It seems the onslaught of crossovers continues. Hyundai are the latest to join the fray, looking to distance themselves from their sister brands ‘Stonic’ and carve out their own niche in this ever crowding segment.
Some will say the design is fussy, but by Hyundai’s own ‘in store’ labelling on their website this is aiming at a far younger market. The 20-35 year olds who want something a bit more stylish and ‘look at me’ than a bog-standard hatch.
The cut and slash styling really works, maybe it’s not quite as revolutionary as the Juke was when it hit the streets, but it’s certainly eye catching.
Chunky plastic side arches help give it a wider stance and overall it looks better than its more subtle and subdued sister, the Stonic.
Although apparently they are built on different platforms anyway. One is a European car, the other worldwide.
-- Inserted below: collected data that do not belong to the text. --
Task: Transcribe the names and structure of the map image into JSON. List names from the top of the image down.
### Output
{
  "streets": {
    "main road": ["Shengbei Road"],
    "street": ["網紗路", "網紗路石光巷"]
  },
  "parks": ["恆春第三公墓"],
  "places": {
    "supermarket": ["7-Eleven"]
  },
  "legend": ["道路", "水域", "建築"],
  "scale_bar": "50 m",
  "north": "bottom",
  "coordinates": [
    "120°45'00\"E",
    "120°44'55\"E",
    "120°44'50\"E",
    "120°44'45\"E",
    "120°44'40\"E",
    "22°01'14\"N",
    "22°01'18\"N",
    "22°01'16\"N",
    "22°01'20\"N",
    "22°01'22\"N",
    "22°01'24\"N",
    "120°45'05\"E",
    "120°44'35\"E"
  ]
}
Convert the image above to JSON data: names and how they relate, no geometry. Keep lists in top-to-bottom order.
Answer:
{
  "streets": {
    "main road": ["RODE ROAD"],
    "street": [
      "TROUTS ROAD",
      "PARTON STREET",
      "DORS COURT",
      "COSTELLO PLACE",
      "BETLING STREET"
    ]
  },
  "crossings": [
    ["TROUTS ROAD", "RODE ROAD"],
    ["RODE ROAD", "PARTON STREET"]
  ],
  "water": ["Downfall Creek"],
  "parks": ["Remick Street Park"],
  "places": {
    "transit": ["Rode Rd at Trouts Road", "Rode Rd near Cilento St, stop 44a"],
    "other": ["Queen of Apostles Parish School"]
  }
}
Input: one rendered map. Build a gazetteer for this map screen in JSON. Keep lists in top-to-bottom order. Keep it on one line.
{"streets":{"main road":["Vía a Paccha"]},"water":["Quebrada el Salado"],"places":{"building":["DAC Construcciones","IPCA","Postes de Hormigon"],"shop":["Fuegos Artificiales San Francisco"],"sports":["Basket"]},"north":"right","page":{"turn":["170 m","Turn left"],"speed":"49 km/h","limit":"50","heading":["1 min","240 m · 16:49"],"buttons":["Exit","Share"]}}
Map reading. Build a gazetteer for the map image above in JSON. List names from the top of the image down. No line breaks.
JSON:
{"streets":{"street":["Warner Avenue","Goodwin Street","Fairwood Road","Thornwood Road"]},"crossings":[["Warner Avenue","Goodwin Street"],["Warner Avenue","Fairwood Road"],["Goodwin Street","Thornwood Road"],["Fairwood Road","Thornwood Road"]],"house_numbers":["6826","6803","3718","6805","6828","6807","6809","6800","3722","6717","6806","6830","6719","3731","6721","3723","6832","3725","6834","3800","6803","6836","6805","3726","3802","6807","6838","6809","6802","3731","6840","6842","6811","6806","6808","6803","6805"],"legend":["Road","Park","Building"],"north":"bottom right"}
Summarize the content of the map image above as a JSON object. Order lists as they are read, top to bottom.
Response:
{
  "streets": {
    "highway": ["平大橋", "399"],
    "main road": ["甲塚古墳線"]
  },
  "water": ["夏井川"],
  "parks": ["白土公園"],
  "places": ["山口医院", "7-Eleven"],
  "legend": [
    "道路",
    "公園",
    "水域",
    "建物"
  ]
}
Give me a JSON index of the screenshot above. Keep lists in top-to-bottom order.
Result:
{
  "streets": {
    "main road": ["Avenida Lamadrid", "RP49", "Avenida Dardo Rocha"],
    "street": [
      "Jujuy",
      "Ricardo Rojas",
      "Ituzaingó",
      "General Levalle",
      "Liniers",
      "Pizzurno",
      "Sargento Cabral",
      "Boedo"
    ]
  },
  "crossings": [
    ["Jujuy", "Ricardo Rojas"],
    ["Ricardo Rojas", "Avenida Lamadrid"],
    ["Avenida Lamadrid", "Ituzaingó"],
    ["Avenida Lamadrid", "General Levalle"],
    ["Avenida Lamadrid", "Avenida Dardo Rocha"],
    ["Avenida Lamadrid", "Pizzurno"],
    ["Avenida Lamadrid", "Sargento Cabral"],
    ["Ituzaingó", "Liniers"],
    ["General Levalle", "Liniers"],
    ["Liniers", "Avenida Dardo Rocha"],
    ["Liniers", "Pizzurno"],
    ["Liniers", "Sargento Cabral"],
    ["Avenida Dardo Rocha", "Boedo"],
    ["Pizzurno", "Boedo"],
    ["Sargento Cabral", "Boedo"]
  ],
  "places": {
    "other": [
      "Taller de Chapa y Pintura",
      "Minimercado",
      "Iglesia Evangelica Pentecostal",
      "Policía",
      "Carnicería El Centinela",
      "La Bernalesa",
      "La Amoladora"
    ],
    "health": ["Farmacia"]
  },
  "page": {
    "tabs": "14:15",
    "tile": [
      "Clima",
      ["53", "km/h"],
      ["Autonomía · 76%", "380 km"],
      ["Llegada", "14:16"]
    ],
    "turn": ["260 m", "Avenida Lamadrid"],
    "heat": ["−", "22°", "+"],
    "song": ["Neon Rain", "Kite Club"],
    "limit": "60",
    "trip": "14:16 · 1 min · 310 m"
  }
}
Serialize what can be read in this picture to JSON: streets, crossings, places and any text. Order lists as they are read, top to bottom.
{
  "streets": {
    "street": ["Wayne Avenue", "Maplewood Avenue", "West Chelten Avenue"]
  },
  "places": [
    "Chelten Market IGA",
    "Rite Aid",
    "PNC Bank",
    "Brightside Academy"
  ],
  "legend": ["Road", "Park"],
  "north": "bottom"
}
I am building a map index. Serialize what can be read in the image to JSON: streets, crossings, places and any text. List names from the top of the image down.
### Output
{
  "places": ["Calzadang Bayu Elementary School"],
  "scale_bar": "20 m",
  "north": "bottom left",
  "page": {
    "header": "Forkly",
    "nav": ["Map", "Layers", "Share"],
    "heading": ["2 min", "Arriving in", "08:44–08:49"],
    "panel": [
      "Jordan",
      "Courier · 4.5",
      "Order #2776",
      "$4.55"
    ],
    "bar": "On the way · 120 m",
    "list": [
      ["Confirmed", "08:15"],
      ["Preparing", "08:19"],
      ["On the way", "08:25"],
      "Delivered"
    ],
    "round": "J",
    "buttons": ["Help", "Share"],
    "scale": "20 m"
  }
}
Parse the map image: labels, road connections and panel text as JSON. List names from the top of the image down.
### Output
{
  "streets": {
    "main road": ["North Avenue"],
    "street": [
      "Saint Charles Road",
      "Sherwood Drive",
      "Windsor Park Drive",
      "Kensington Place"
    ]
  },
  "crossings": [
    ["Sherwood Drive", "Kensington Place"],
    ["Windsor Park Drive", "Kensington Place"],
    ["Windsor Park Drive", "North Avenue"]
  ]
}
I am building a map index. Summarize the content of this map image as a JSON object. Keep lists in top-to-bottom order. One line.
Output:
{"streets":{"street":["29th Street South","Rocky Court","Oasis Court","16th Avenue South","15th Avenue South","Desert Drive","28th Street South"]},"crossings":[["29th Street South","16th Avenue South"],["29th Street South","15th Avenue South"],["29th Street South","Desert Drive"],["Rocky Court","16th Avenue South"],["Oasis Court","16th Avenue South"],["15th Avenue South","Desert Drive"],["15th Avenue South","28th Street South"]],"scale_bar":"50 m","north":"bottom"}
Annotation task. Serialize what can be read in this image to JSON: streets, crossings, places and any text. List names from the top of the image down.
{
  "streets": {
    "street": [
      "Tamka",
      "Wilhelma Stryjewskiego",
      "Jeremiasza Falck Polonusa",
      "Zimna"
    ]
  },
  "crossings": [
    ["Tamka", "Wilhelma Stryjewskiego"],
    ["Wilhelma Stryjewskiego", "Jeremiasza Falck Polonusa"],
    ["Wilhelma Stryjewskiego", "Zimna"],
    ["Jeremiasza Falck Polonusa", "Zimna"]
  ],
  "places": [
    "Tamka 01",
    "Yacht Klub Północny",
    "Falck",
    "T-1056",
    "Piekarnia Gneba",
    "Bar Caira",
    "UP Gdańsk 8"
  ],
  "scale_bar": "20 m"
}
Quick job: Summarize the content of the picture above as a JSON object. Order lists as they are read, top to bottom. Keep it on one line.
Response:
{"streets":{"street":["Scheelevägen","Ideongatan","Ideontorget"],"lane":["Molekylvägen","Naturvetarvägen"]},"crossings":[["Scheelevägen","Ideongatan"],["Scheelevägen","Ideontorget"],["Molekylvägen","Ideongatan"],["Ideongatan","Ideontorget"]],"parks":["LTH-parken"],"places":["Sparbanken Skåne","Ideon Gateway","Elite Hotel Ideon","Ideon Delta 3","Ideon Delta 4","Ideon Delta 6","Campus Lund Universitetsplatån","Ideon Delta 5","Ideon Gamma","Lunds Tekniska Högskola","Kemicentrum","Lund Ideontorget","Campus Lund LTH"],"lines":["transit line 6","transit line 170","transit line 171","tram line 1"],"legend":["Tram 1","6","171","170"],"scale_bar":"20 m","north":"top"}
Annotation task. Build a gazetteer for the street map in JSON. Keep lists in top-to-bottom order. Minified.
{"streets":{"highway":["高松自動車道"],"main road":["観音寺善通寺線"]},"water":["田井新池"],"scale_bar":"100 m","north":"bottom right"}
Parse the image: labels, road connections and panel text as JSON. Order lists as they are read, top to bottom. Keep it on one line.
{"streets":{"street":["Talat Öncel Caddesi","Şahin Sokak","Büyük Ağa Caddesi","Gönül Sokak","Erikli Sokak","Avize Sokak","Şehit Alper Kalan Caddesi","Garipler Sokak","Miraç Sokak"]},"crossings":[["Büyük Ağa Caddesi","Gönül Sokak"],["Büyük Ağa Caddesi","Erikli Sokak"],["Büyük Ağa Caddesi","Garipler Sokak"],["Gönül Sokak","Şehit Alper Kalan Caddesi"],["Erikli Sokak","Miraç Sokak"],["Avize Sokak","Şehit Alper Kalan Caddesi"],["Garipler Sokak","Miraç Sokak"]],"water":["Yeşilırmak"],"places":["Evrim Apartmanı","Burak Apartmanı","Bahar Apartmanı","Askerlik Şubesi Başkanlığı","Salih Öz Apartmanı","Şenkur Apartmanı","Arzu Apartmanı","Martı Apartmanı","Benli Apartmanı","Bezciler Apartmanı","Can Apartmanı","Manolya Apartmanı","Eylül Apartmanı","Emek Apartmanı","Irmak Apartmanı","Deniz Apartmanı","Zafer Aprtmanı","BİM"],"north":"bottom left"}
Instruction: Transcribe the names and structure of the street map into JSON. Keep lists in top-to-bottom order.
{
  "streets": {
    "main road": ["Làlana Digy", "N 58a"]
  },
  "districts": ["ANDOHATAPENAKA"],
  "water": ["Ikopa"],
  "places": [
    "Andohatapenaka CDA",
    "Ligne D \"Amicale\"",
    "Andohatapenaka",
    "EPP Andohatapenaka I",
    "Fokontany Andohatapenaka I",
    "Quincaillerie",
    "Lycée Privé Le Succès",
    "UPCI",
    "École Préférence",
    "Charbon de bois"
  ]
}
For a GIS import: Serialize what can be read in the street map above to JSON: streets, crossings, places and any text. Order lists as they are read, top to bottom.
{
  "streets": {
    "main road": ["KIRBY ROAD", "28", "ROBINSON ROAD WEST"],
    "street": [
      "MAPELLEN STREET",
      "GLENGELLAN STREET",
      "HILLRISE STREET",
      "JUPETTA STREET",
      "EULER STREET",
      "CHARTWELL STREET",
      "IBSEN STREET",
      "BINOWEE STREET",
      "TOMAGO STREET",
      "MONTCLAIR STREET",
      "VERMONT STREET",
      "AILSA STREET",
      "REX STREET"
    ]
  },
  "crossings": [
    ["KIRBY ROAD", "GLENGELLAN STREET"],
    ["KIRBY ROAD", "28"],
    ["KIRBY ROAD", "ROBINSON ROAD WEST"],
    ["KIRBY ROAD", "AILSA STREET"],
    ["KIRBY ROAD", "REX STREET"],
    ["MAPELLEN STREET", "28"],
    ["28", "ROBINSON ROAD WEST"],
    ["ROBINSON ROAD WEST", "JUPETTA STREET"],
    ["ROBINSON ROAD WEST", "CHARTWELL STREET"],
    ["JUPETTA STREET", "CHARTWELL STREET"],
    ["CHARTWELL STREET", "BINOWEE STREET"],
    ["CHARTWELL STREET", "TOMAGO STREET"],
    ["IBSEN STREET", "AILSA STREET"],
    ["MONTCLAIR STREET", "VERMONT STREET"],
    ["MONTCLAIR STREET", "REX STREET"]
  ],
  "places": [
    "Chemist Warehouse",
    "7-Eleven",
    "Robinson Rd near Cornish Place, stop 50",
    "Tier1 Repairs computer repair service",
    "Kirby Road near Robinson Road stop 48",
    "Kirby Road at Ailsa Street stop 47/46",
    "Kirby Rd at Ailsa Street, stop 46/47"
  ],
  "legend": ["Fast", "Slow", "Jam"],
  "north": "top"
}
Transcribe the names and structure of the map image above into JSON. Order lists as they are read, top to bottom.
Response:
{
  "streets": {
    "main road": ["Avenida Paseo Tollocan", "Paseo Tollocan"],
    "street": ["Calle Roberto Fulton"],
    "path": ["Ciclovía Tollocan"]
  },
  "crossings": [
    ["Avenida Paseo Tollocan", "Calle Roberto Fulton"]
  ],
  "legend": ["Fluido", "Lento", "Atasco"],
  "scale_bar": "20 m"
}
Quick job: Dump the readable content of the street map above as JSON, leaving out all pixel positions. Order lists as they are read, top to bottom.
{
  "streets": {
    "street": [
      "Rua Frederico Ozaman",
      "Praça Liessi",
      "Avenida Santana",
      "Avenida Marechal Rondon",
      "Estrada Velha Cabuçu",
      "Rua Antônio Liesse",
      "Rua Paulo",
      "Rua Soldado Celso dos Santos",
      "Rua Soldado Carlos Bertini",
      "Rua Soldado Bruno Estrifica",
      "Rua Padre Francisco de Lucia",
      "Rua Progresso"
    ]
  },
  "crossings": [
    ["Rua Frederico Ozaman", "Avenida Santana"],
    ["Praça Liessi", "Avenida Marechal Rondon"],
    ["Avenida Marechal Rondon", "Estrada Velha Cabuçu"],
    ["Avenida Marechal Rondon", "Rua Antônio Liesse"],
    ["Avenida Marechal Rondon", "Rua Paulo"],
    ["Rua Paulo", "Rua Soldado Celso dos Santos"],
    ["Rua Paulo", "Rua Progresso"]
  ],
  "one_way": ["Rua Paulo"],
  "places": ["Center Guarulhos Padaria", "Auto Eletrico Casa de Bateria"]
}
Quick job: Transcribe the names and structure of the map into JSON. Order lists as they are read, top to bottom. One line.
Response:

|Model||Fuel||CO2 (g/km)||OTR Price||P11D Value|
|S 1.0 T-GDi 120PS 6 speed manual||Petrol||117||£16,195.00||£15,980.00|
|SE 1.0 T-GDi 120PS 6 speed manual||Petrol||125||£17,495.00||£17,280.00|
|Premium 1.0 T-GDi 120PS 6 speed manual||Petrol||125||£18,795.00||£18,580.00|
|Premium SE 1.0 T-GDi 120PS 6 speed manual||Petrol||125||£21,195.00||£20,980.00|
|Premium GT 1.6 T-GDi 177PS 7 speed DCT 4WD||Petrol||153||£24,995.00||£24,440.00|
The teeny tiny 1.0 litre three cylinder may sound a little gutless, but with 118 BHP and 172 Nm of torque it pulls really well, at any speed. Things get rather noisy the higher the revs, some more sound deadening wouldn’t’ve gone a miss…that goes for both engine choices.
A more powerful 1.6 litre is available on the range topping Premium GT model. You’ll also get four wheel drive, but that comes at the cost of higher emissions and a £500 first year tax rate. It will also set you back £25k.
Oh, and it can only be had with an auto ‘box. Which is fine for the most part, but a little choppy at lower speeds. At least it was in ‘Sport’ mode.
Testing the Kona’s off road abilities we took to a gravel road leading into the Spanish hills. On road tyres it performed admirably, not slipping once. Even on rather steep descents the downhill brake assist kept everything well controlled.
Ride wise the Kona feels firm. Speed bumps had to be taken very slowly, although they do seem rather more savage than ours. The larger 18” alloys didn’t help the situation, but sadly only the 16’s are available on the lowest spec S model.
There is a 17 inch option but only for SE, the majority of trims make do with fancy big wheels.
Steering is devoid of feel, there’s really no feedback at all of where the wheels are pointing or what they’re doing. Even off road. The wheel is rather heavy in hand, but goes with the sportier nature of the Kona.
Less sporty is the throw of the manual gearbox. The gears seem far apart, a much tighter slicker, sportier shift would have better matched the Kona.
Overall the Kona is a pretty engaging drive, its damn close to that given by the Mazda CX-3. You can carve into corners with minimal body roll, and the stiff chassis set up really shines through. The Kona drives more like a small hatch than a jacked-up crossover.
It’s a shame the engine choice is so limited, as the higher power 1.6 would be a hoot with a crisper manual gearbox. Maybe a Kona N model will make an appearance one day.
|Overall Length (mm)||4165|
|Overall Width (mm) (Excluding Door Mirrors)||1800|
|Overall Width (mm) (Including Door Mirrors)||2070|
Hyundai have really upped their interior quality of late and this continues with the Kona. All of the switchgear is solid and sturdy, whilst plastics in the visible range are either nice and squidgy or easy on the eye.
The door trims are a little more rough and ready, as are the plastics lower down. But overall it’s a decent effort.
The tiny little armrests on the doors could do with more padding, and the static middle armrest that didn’t slide forward was an annoyance too.
Depending on the exterior colour you may receive matched interior trim, stitching and seat belts. They’re a smart addition and help to brighten what is otherwise a cabin of black.
Rear seat leg and head room is pretty decent, a full size adult would sit in the back without issue.
Boot space is a little compromised though at 361 litres. Nearly the smallest in its class.
Hyundai have pretty much nailed the young crossover buyer with the Kona. The looks are on point, handling is surprisingly sporty and the levels of kit are decent from SE level upward.
It’s a shame the engine choice is limited to just the 1.0 litre really. If the 1.6 petrol was offered with a tight, manual gearbox it would no doubt be sublime.